= Euclidean ordered field =

Ordered field where every nonnegative element is a square

In mathematics, a Euclidean field is an ordered field K for which every non-negative element is a square: that is, x ≥ 0 in K implies that x = y^{2} for some y in K.

The constructible numbers form a Euclidean field. It is the smallest Euclidean field, as every Euclidean field contains it as an ordered subfield. In other words, the constructible numbers form the Euclidean closure of the rational numbers.

==Properties==
- Every Euclidean field is an ordered Pythagorean field, but the converse is not true.
- If E/F is a finite extension, and E is Euclidean, then so is F. This "going-down theorem" is a consequence of the Diller–Dress theorem.

==Examples==
- The real constructible numbers, those (signed) lengths which can be constructed from a rational segment by ruler and compass constructions, form a Euclidean field.

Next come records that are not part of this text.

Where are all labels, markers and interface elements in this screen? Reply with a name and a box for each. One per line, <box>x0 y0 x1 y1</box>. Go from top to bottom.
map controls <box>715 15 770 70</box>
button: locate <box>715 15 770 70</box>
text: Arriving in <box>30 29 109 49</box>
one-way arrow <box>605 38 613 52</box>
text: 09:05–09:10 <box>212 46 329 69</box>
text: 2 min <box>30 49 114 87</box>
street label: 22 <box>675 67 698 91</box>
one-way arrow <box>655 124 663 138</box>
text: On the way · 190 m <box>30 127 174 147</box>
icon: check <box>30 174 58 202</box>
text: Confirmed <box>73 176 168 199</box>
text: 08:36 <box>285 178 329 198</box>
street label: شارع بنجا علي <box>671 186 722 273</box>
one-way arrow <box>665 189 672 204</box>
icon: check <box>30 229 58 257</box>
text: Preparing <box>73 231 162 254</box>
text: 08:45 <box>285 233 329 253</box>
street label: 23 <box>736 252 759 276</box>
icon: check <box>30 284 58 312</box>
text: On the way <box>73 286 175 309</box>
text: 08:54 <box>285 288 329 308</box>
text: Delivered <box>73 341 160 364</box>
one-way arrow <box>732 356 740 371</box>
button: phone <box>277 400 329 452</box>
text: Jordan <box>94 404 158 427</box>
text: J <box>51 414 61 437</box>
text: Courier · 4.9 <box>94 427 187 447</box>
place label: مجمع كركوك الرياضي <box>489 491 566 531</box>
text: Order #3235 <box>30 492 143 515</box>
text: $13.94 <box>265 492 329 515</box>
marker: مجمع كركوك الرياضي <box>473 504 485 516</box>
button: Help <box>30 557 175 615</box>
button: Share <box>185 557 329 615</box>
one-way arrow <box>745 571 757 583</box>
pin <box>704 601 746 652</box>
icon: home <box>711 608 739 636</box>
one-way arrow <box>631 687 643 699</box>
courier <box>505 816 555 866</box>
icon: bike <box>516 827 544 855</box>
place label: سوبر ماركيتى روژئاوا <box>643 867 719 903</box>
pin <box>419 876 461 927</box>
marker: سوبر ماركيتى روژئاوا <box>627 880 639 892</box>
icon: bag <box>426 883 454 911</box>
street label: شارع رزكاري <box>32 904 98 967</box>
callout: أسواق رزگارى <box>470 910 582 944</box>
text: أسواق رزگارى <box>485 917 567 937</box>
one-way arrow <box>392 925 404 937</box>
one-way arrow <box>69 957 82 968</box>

Every real closed field is a Euclidean field. The following examples are also real closed fields.
- The real numbers $\mathbb{R}$ with the usual operations and ordering form a Euclidean field.
- The field of real algebraic numbers $\mathbb{R}\cap\mathbb{\overline Q}$ is a Euclidean field.
- The field of hyperreal numbers is a Euclidean field.

==Counterexamples==
- The rational numbers $\mathbb Q$ with the usual operations and ordering do not form a Euclidean field. For example, 2 is not a square in $\mathbb Q$ since the square root of 2 is irrational. By the going-down result above, no algebraic number field can be Euclidean.
- The complex numbers $\mathbb C$ do not form a Euclidean field since they cannot be given the structure of an ordered field.

==Euclidean closure==
The Euclidean closure of an ordered field K is an extension of K in the quadratic closure of K which is maximal with respect to being an ordered field with an order extending that of K. It is also the smallest subfield of the algebraic closure of K that is a Euclidean field and is an ordered extension of K.